Up until Resident Evil hit the scene, there was no console survival horror market. 3D games tended to be exploration and platform jumping experiences, unless, of course they were role playing games. Resident Evil is an adventure game, but that's not it, it offered cinema-style camera angles, a plot right out of a Stephen King book, and lots of scares.

It was Resident Evil's movie like qualities that made it stand out, giving gamers an early glimpse at what the future of video games would hold. Resident Evil sparks emotion, and was able to keep you on the edge as well, if not better, than any recent horror film. Capcom had done it again, created a whole new genre that would spark plenty of rip offs.
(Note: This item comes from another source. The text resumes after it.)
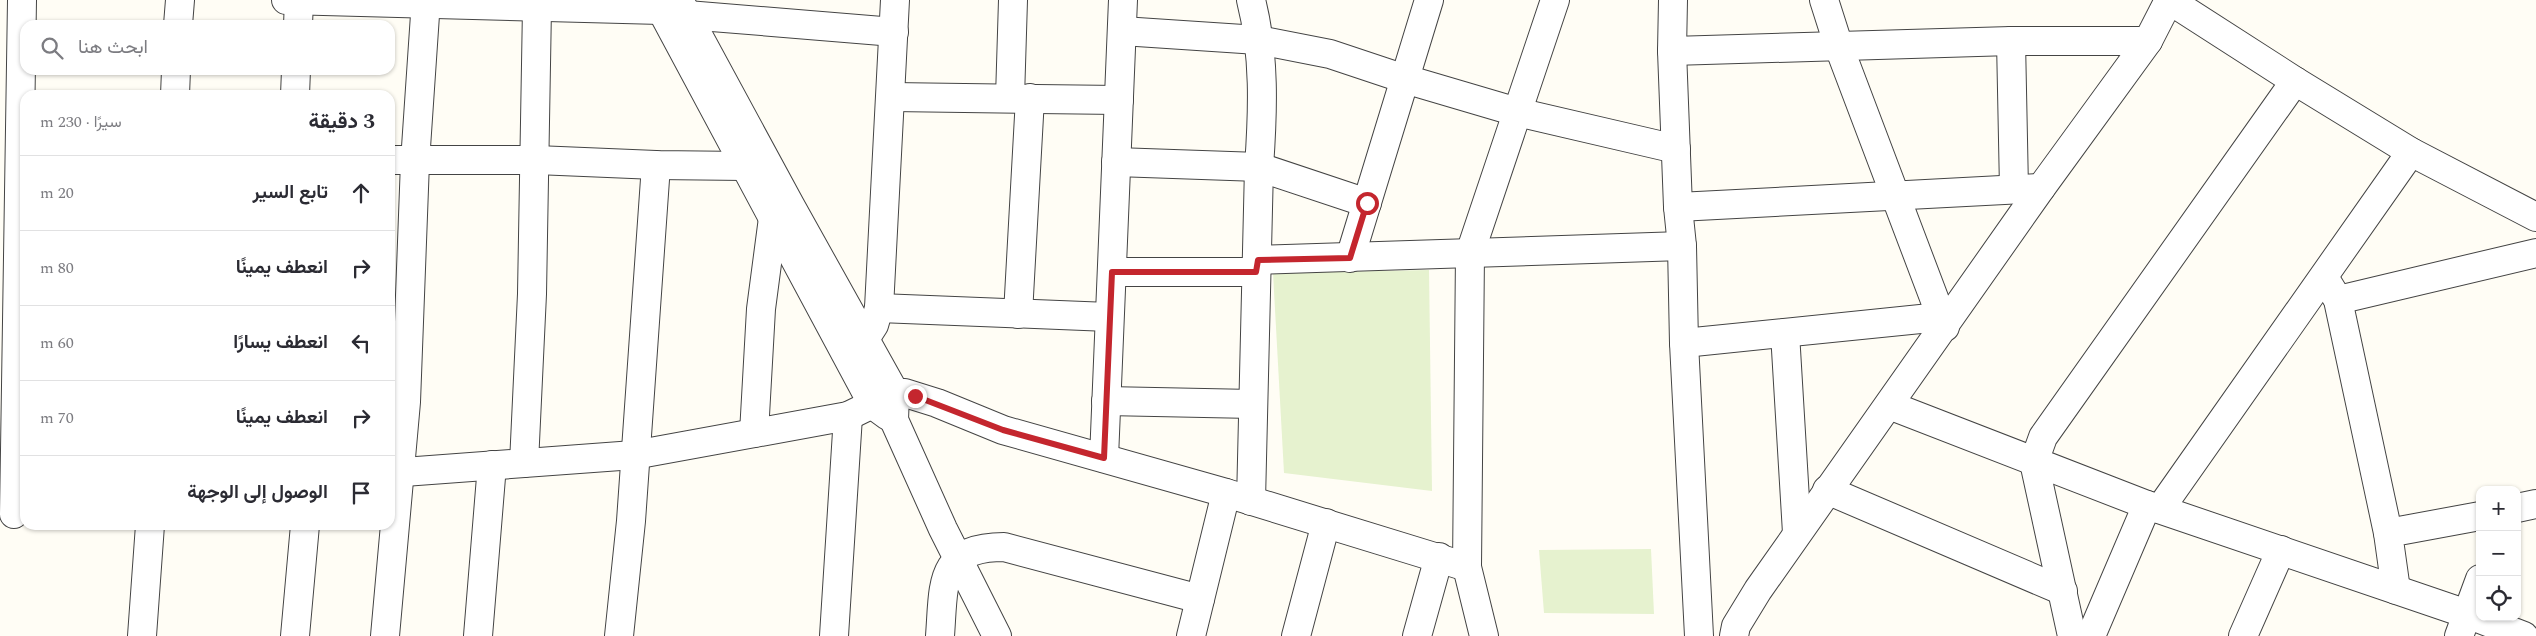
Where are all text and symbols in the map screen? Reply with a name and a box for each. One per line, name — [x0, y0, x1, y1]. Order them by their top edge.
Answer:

The Other Side: To its credit, Alone in the Dark pioneered this genre years before on the P.C. Like Resident Evil, the series featured poor controls, dimly lit locations, and plenty of things that go bump in the night. Capcom's survival horror game even mimics a few of the puzzles found in the Alone in the Dark.

Critics will also point out that Resident Evil is also a linear game with extremely shoddy controls. The game may have been scary, but there would be plenty of times you would die based only on your inability to avoid enemies. And did I mention the voice acting? Of course, this is a minor complaint, and the presentation far outweighed the problems.

The Impact: Eternal Darkness, Fatal Frame, and Silent Hill all owe a lot to Capcom's survival horror series. If Resident Evil hadn't been the success it was, would any of those games ever seen the light of day? And it wasn't just other companies, Capcom was able to milk this genre with a number of big budget games, including Onimusha Warlords, Dino Crisis, and to a lesser extent, Devil May Cry.

This style of gaming has even found its way into the movie theaters. Resident Evil staring model-cum-actress Mila Jovovich (the Fifth Element) tried to bring the excitement of the video game
into the local multiplex. Despite poor reviews, Resident Evil managed to make money, and prove that Paul Anderson (Mortal Kombat) was a director to be reckoned with, when it comes to video game adaptations at least.

Where Are They Now?: Having just released a GameCube prequel and remake of the original, the Resident Evil franchise is alive and well. Capcom plans on releasing a number of Resident Evil sequels next year, including remakes of Nemesis and Resident Evil 2. But it's the announcement of the fourth installment that has most fans excited. Capcom has announced that for the first time ever, Resident Evil will be completely 3D, with a reworked control set up. And if that wasn't enough, Paul Anderson has announced that he will helm a Resident Evil movie sequel.